Good morning beautiful people,
I’ve made it to Day 12 of the Blogtober Challenge and I’ve been looking forward to today’s prompt for the past week. Today I’ll talk about the best advice I’ve ever been given and this one is really a no-brainer for me.
Now, I’ve been given quite a few interesting and very helpful pieces of advice, but there’s one person, who seriously has wisdom written all over him. Ladies & gentlemen, let me present to you my super awesome, ex-roomie, “The Monkey Boy.”
We’ve been friends for about 4 years now and went through quite some interesting times together. Despite of him moving back to Texas and me living in Germany, we’ve managed to stay in touch and keep each other updated about each others lives. When shit hits the fan, I know he’s there to give me a freaking wake-up call and put things into perspective for me. So, are you ready to hear the best advice I’ve been given?

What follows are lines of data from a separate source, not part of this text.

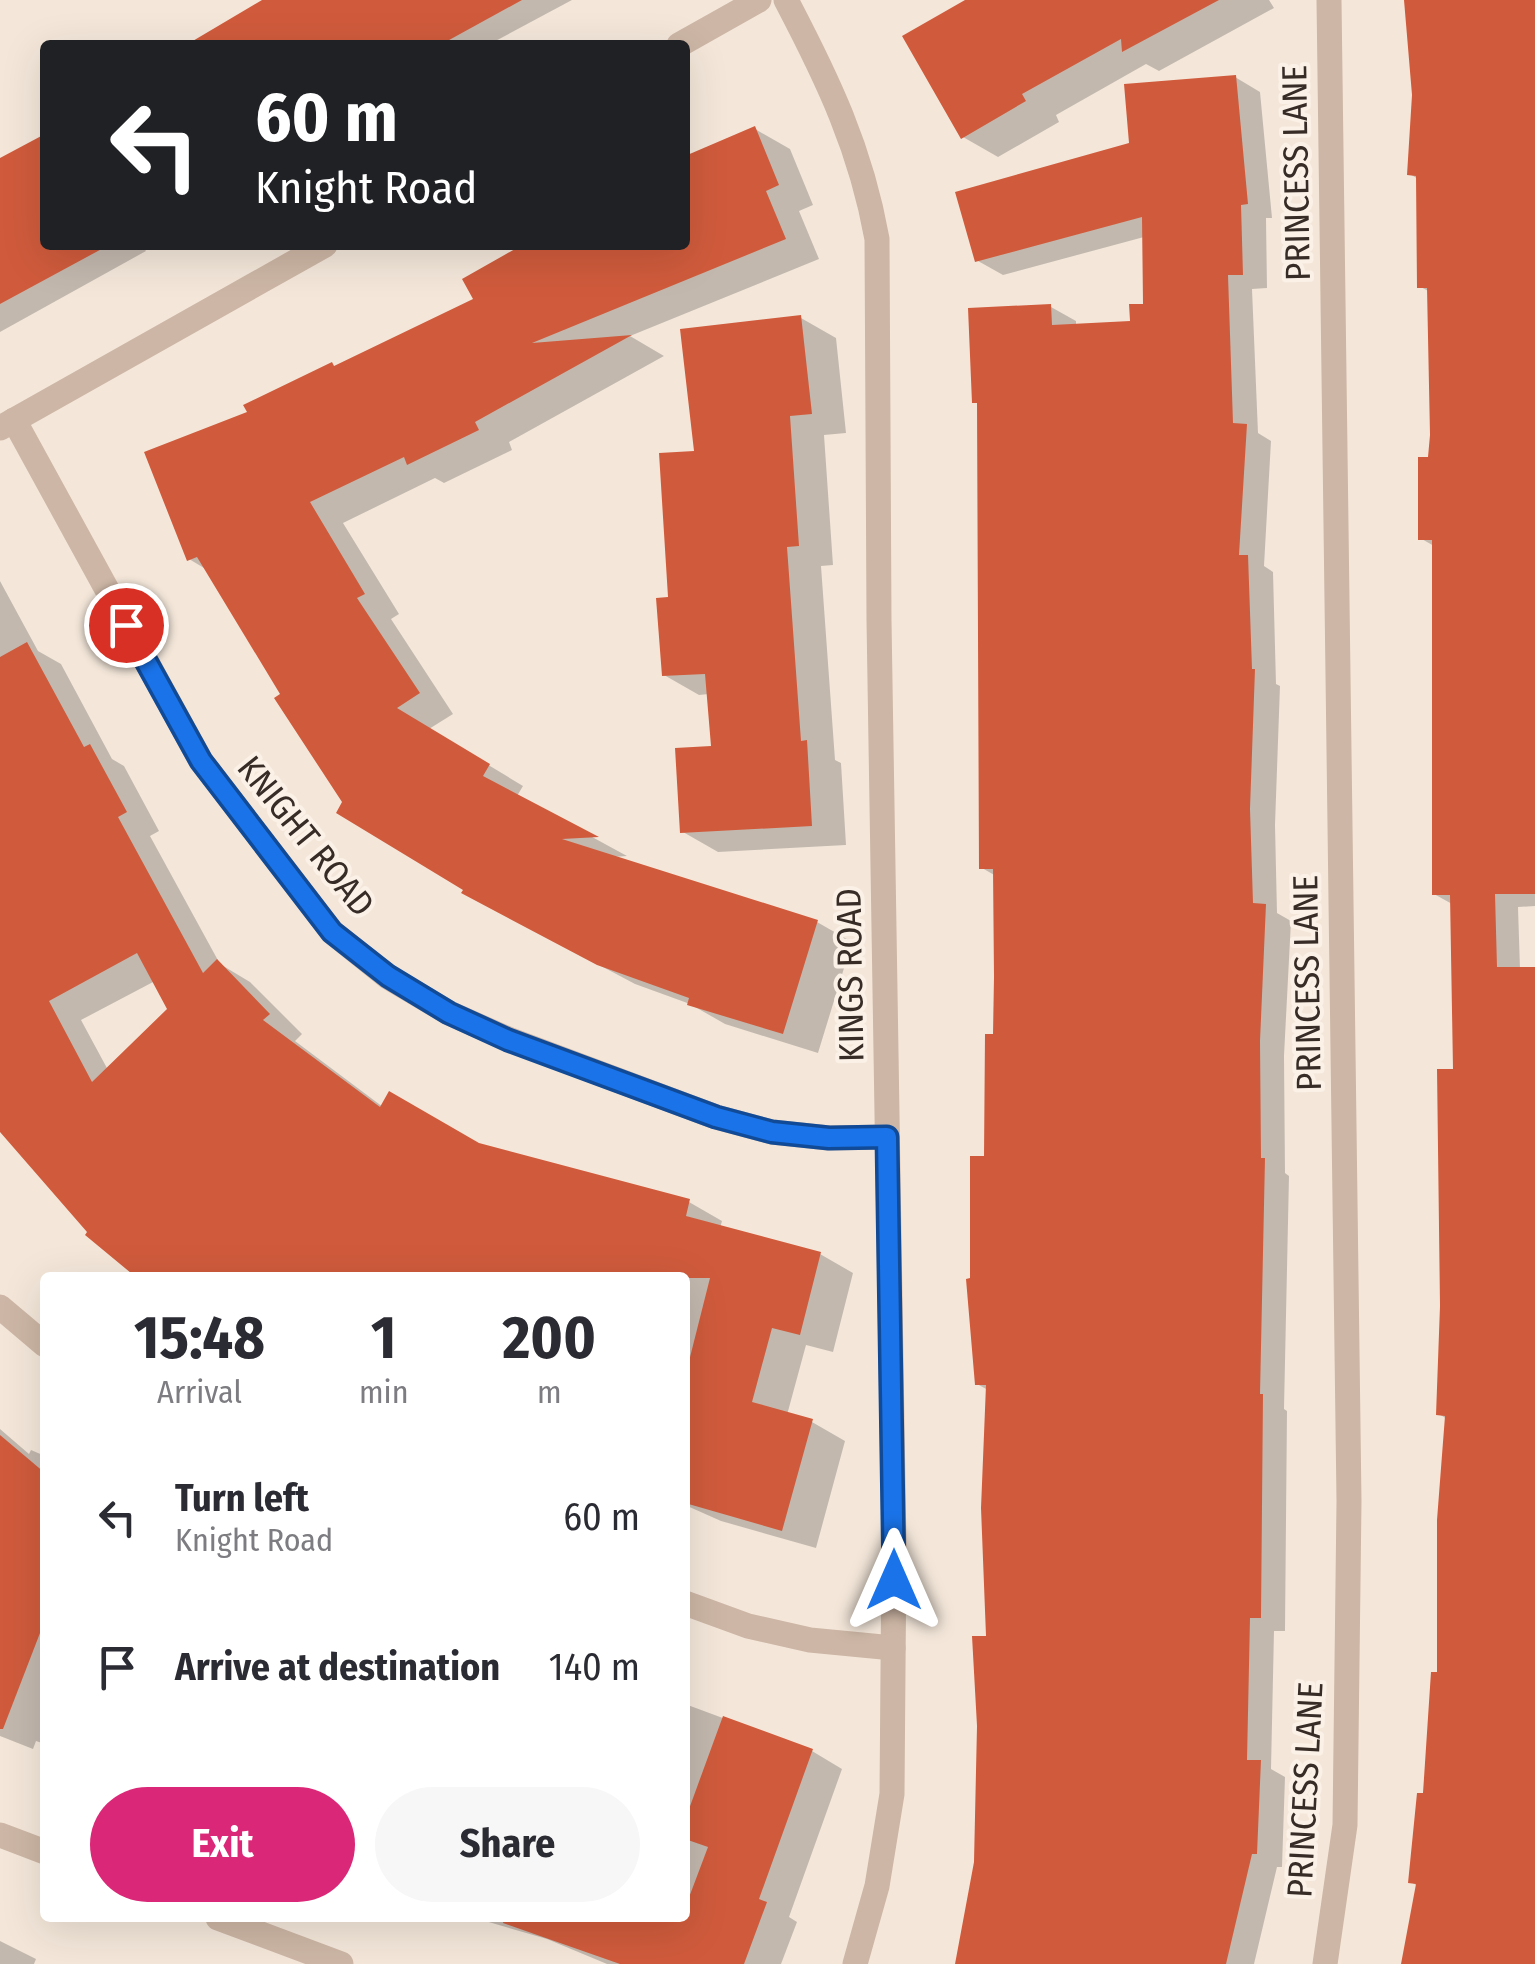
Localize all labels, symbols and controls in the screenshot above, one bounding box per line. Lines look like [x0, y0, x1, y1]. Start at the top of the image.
street label: PRINCESS LANE [1273, 65, 1319, 281]
text: 60 m [255, 76, 398, 160]
icon: left [90, 80, 220, 210]
text: Knight Road [255, 161, 477, 215]
pin [84, 583, 169, 668]
icon: arrive [99, 598, 154, 653]
street label: KNIGHT ROAD [229, 747, 383, 925]
street label: PRINCESS LANE [1284, 875, 1330, 1091]
street label: KINGS ROAD [827, 888, 873, 1062]
text: 15:48 [134, 1302, 265, 1374]
text: 1 [371, 1302, 396, 1374]
text: 200 [503, 1302, 596, 1374]
text: Arrival [157, 1373, 242, 1411]
text: min [359, 1373, 409, 1411]
text: m [537, 1373, 562, 1411]
text: Turn left [175, 1475, 309, 1521]
icon: left [90, 1490, 145, 1545]
text: 60 m [563, 1494, 640, 1540]
text: Knight Road [175, 1521, 333, 1559]
position arrow [842, 1528, 946, 1632]
icon: arrive [90, 1640, 145, 1695]
text: Arrive at destination [175, 1644, 500, 1690]
text: 140 m [549, 1644, 640, 1690]
street label: PRINCESS LANE [1278, 1681, 1332, 1899]
button: Exit [90, 1787, 355, 1902]
button: Share [375, 1787, 640, 1902]

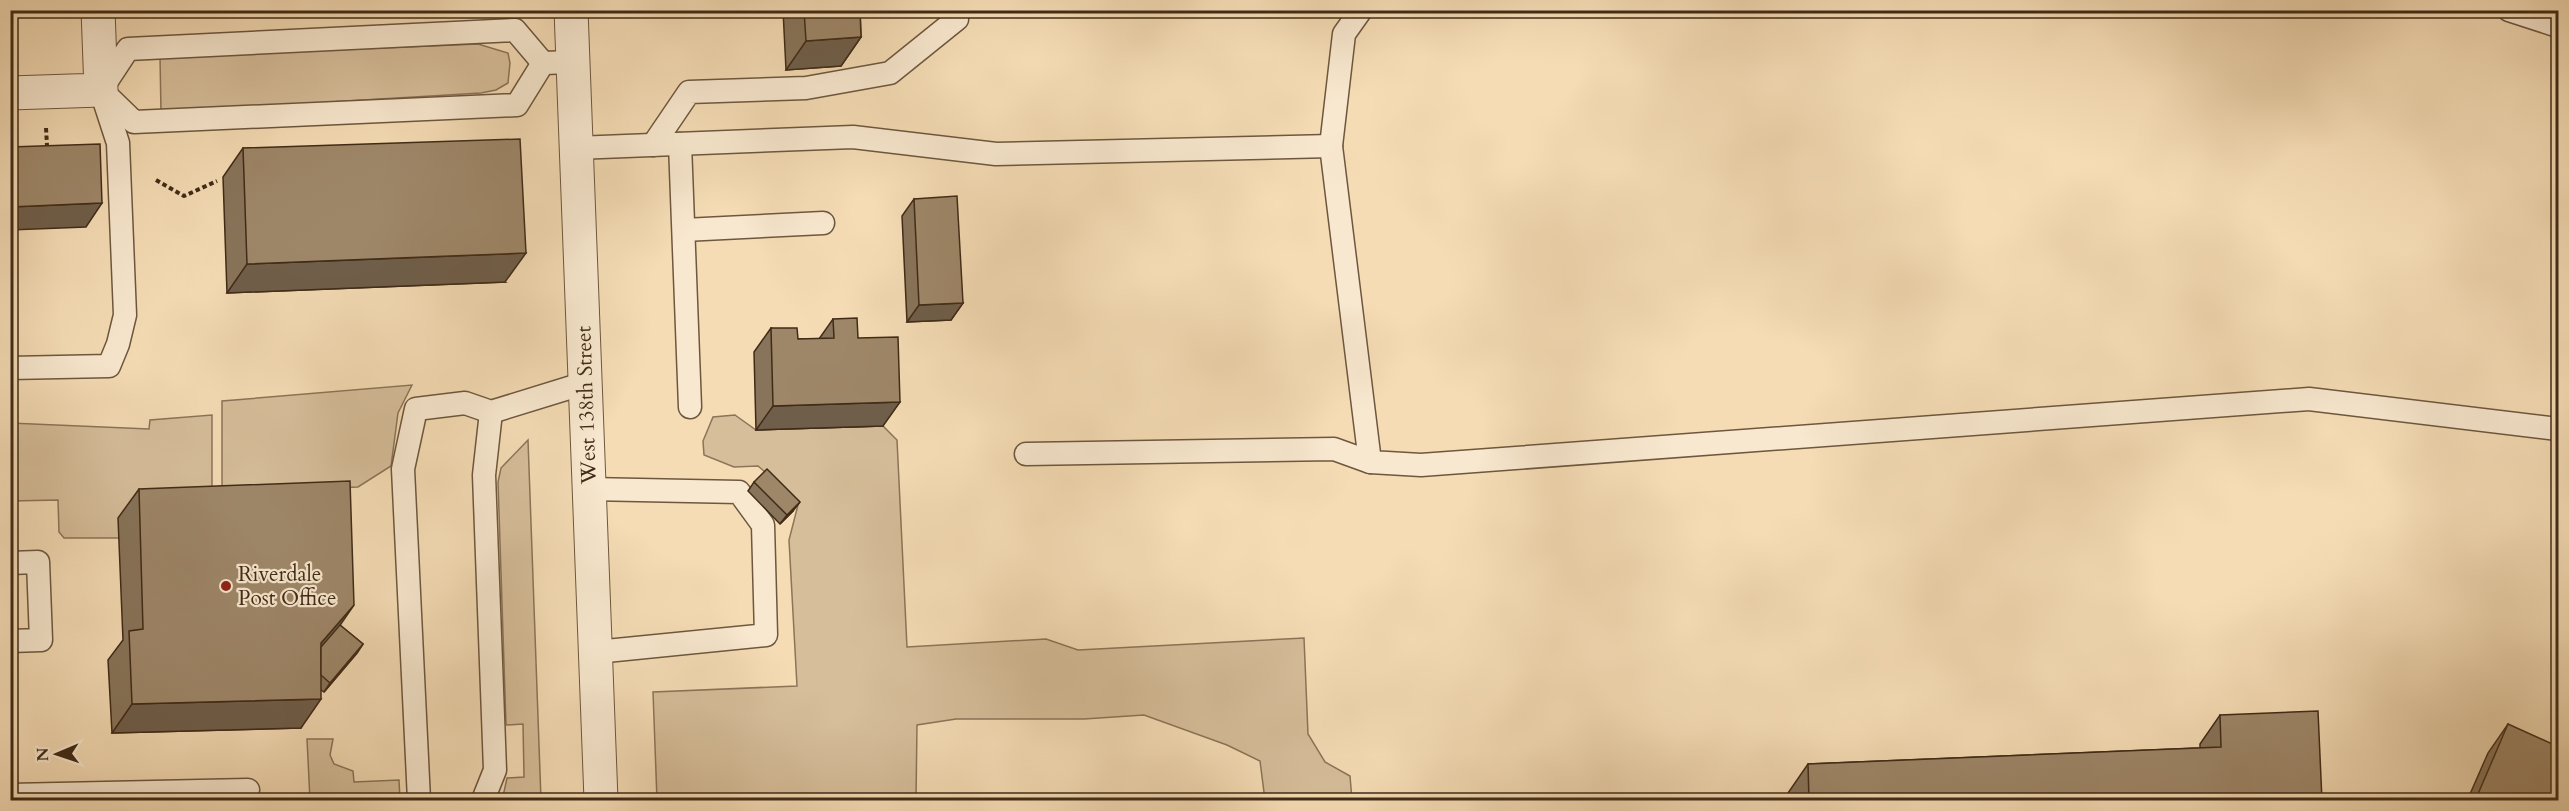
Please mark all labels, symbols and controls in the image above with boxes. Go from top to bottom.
street label: West 138th Street [569,325,604,486]
place label: Riverdale Post Office [238,560,336,613]
marker: Riverdale Post Office [219,579,233,593]
north arrow [27,724,87,784]
text: N [32,747,54,762]

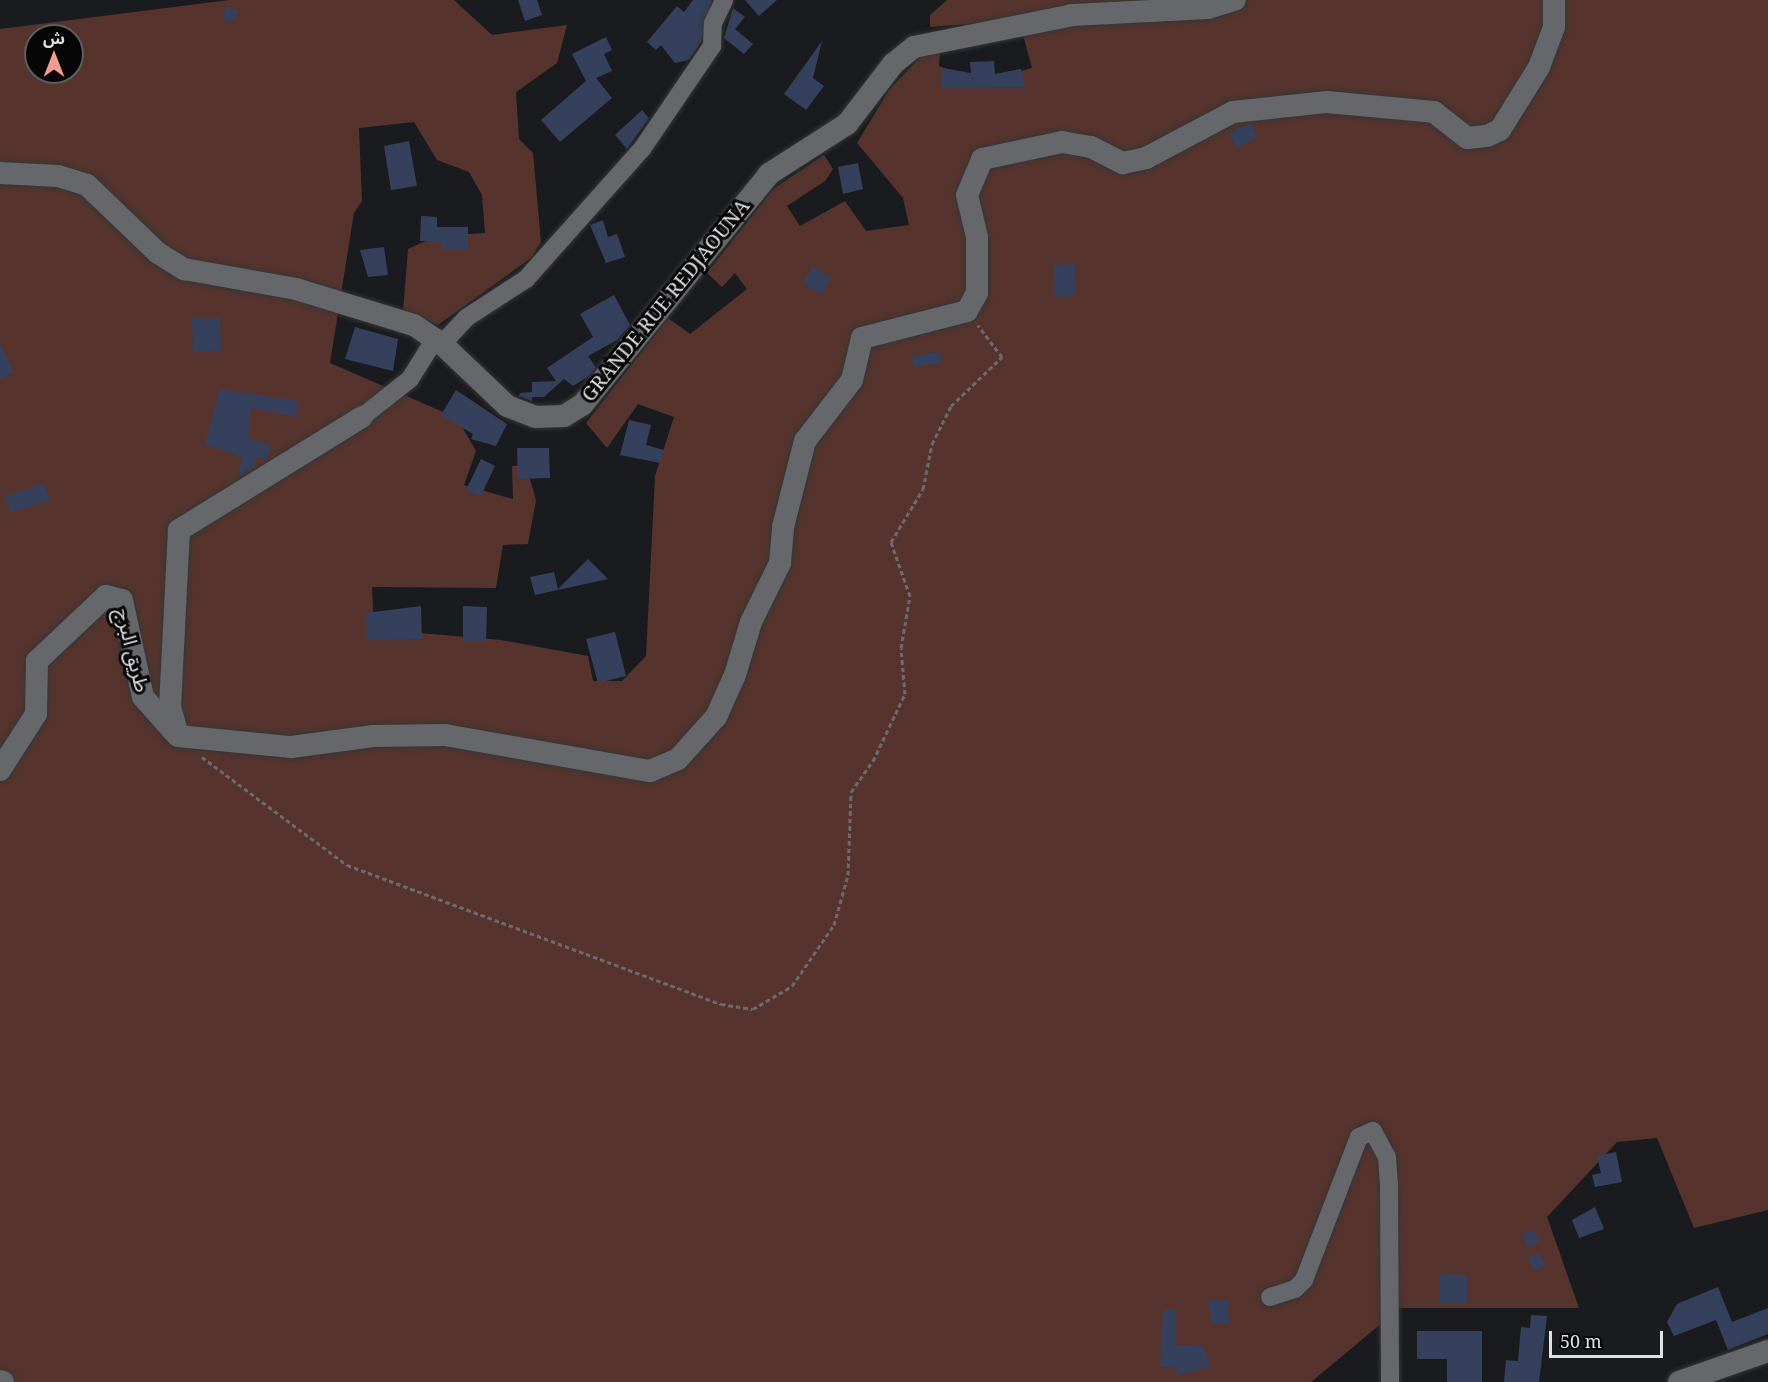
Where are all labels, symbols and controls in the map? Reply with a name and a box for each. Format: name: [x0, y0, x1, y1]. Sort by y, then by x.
north arrow: [24, 24, 84, 84]
text: ش: [43, 27, 65, 49]
street label: GRANDE RUE REDJAOUNA: [576, 194, 754, 406]
street label: طريق البرج: [111, 606, 155, 694]
scale bar: [1552, 1319, 1666, 1357]
text: 50 m: [1560, 1329, 1602, 1353]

“… it’s because you’ve only dabbled in love since him. There’s a big world out there. If he’s 1 in a million, statistically speaking there are 600 just like him!” – Josh
Now this piece of advice was given to me, when all I could do was being stuck on the idea of what love should be. It was this annoying back and forth of an emotionally abusing relationship and my roomie was there for me. I remember talking with him about the whole thing and he just managed to put things into perspective for me. Don’t we all know how things like this usually go? We have the best advice for everyone else going through things in life, but it seems like we can never follow our own advice. Somehow our brain tricks us into thinking that our situation will be sooo much different from all of the same scenarios our friends and loved ones go through. In retrospect, it’s really not. And if you find yourself having a bond with a fickle individual then do yourself a favor and move on. Don’t look for love based on a template, but, like Josh has told me so many times, let it find you. It worked for me ultimately, but it took some time to realize this.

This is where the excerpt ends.